HILLARY: How will you pay for the pony? Where will the pony come from? How will you get Congress to agree to the pony?
BERNIE: Hillary thinks America doesn't deserve a pony.
Again, this analogy fails any test of reality or relevance. In reality, Clinton was issuing gratuitous assaults on Sanders and his policies, something her many surrogates in the Democratic Party and the elite media buttressed.
In fact, Sanders had detailed (and quite realistic) plans outlining how he would pay for his proposals on his website, and they were extremely popular with the majority of voters. He proposed a financial transactions tax on securities (supported by more than 60% of Americans); eliminating various tax loopholes for the rich and corporations (supported by an overwhelming majority of Americans); eliminating the cap on the payroll tax so that the rich don't get the majority of their income sheltered from the tax (supported by more than 60% of Americans and by 80% if phased in); and sponsoring a modest increase in payroll taxes (it would add about $1.61 a week to the average household) to help pay for his expansive social programs.
The most controversial proposal in Sanders' platform involved his plan to pay for universal single payer health care. He proposed a 2.2 percent increase on payroll taxes for households, and a 6.2 percent match by employers. This would have raised taxes, but it would have also substantially reduced the net amount Americans paid for health care, saving American families thousands of dollars. The average family of four paid $24,671 on health care in 2015.
The bottom line is that Sanders' had a viable plan to pay for his pony and the elements of the plan were extremely popular with the majority of Americans. No doubt he would have had a hard time selling Congress, but he never intended to do that - he was going to sell it to their boss -- the American people. That, by the way, is called leadership.
What really happened was the American people got wise to the same old game being run by the Oligarchs and both Parties, and Hillary was caught still playing the game.
What Hillary, the elite media, the neoliberals and the traditional Republican candidates never figured out was just how disgusted people were by politics as usual.
A study called the Smith Project, released on July 4, 2014 summarized people's dim view of both political parties.

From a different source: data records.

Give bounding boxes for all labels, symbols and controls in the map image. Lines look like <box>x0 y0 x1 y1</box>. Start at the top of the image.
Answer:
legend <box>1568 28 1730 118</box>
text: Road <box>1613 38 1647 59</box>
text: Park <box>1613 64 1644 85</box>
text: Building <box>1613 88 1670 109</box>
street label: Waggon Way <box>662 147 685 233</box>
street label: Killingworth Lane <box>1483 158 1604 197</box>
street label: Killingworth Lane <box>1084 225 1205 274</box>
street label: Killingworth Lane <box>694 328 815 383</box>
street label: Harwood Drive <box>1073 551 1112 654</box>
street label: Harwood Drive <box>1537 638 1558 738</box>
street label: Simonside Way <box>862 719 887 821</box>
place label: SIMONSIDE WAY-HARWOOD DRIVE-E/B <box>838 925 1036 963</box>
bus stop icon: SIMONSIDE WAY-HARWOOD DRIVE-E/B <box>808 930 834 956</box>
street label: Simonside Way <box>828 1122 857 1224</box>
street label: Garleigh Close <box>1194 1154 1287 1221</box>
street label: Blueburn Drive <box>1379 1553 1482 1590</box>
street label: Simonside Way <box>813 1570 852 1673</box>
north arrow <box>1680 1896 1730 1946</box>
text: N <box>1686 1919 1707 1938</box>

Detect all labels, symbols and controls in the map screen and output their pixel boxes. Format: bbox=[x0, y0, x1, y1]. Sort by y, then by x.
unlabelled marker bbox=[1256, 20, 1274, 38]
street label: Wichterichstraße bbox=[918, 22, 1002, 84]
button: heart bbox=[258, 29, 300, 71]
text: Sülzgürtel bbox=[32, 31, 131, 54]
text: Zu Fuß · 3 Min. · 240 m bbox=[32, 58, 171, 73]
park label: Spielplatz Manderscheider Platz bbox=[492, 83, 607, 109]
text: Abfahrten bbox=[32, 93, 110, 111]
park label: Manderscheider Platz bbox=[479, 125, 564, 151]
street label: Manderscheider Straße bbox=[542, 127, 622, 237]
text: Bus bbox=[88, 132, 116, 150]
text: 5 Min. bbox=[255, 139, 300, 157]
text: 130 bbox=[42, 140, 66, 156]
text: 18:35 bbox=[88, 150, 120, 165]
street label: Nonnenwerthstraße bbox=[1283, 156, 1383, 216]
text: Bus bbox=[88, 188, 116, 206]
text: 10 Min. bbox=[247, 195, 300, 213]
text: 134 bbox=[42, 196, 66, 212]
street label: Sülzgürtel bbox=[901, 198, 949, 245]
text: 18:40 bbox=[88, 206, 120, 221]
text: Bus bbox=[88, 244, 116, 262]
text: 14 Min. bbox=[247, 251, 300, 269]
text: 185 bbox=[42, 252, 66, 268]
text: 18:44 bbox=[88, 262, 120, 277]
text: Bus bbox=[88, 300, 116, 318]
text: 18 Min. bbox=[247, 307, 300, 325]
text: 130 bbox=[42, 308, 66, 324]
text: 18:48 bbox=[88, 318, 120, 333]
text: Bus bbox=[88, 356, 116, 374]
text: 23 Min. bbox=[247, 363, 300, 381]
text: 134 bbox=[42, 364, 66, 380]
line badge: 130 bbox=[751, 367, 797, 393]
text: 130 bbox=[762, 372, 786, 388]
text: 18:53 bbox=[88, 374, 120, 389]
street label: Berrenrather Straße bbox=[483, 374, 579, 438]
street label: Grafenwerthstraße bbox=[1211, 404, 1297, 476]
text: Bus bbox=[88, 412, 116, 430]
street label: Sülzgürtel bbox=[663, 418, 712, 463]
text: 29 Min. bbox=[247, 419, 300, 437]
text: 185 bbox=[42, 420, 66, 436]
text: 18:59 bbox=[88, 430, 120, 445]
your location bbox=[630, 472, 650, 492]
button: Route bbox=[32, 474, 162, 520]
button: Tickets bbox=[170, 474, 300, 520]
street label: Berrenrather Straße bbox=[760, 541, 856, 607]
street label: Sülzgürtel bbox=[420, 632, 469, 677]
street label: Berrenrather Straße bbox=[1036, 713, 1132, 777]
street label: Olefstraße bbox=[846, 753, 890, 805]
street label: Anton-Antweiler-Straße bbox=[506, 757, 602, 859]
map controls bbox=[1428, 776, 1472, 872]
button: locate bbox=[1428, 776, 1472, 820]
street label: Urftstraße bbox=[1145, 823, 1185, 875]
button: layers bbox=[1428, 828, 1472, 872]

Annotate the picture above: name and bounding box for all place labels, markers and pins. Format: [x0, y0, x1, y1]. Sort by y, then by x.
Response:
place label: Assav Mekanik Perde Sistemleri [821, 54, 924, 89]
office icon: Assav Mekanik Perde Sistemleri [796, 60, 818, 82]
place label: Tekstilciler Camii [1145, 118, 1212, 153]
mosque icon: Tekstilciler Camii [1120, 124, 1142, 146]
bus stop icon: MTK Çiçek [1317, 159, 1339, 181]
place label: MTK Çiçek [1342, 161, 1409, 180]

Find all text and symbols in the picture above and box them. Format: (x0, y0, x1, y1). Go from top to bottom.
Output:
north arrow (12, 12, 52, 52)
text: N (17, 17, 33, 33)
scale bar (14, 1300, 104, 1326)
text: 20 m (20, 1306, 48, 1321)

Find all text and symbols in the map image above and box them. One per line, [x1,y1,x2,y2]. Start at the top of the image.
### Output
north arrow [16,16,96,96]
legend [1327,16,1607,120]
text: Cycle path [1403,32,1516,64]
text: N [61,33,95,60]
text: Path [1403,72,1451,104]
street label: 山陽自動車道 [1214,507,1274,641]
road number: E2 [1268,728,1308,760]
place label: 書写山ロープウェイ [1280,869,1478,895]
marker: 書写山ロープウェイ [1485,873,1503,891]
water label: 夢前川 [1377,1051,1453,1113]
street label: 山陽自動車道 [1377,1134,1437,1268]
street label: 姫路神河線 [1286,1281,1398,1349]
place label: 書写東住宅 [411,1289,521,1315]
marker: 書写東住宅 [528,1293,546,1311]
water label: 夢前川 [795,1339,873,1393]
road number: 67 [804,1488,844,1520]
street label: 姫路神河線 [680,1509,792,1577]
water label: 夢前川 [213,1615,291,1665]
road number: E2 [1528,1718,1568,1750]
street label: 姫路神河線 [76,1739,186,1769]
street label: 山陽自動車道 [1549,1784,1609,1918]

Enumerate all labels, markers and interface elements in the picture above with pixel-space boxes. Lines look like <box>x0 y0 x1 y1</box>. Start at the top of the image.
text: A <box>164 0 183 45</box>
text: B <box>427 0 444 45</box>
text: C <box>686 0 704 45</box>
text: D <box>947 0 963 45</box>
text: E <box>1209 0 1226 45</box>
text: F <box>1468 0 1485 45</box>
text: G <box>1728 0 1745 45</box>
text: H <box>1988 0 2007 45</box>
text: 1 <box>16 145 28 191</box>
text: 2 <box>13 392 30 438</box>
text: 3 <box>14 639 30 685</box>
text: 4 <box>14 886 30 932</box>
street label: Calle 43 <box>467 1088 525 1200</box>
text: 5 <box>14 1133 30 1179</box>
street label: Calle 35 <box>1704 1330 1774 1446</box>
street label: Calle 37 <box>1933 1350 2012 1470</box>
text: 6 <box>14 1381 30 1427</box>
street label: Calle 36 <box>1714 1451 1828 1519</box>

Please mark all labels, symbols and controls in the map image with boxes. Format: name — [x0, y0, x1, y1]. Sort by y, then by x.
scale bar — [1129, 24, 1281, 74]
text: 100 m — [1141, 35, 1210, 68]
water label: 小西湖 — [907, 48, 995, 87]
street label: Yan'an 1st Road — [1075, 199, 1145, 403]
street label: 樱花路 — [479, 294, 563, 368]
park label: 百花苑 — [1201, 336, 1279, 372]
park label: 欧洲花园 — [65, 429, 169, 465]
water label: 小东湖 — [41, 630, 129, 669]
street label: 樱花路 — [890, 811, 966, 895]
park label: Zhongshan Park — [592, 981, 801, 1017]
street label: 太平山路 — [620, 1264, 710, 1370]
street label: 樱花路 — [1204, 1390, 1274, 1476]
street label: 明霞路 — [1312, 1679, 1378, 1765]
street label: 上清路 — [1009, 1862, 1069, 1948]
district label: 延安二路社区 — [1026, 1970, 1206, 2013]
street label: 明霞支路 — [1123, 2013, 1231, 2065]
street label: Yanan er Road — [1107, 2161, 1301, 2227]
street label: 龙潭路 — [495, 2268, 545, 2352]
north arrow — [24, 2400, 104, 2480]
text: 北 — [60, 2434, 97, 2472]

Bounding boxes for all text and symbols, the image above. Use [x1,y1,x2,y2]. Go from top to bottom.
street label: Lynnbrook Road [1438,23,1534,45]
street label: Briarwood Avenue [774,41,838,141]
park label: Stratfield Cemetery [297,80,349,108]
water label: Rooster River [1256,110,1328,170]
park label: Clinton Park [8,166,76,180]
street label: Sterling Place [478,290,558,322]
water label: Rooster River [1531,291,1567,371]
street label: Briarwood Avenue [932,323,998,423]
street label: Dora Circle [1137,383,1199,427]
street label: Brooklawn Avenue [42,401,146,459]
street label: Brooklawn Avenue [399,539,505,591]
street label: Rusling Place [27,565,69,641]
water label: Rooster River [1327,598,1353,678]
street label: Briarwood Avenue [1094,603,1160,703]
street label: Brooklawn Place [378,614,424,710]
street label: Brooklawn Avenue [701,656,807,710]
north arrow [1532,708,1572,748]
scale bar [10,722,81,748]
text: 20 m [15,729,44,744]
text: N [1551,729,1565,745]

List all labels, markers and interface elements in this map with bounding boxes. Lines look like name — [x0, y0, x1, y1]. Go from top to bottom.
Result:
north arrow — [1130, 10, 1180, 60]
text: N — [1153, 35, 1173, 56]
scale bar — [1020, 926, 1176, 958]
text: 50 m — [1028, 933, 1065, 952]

Here's one of their findings:
Americans overwhelmingly agree (78%-15%) that both political parties are too beholden to special interests to create any meaningful change.
Here's another observation revealed by the Smith Project:
American voters strongly believe that corruption and crony capitalism are among the most important issues facing our nation--almost equal to jobs and the economy. Political alienation has existed for decades, but it now envelops over three-fifths of all voters. These are the numbers that precede a political upheaval. (emphasis added)
The results of the study were confirmed in the 2014 midterms which had the lowest voter turnout in 70 years, and voters in 1942 had an excuse--many were overseas fighting a war. It was confirmed again in 2016, when voters in 14 states voted for down ballot candidates but left the choice for President blank. In Nevada, which allows for "none-of-the-above," 29,000 voters rejected the choices offered for President.
Hillary Clinton was a classic split-the-difference-Democrat, who tried to thread the needle between retaining the support of the oligarchs, Wall Street, and corporations and appealing to the people. Her husband even had a name for the game--triangulation.
In 2016, the people wanted none of that. What really happened was that people were fed up with needle threaders and triangulators.
If the Democratic Party doesn't realize this and act on it, they will not gain control of the House or Senate in 2018, and they will lose even more ground at the state level. The lame "Better Deal" initiative shows they may be aware of it, but it also shows they are unlikely to act on it and run a campaign based on values that levels the playing field for the average American, frees the party from the oligarchy's hold, and restores faith in government.
The best thing that can be said about Clinton's book is that it provides a window into what the party has been doing wrong for over three decades now.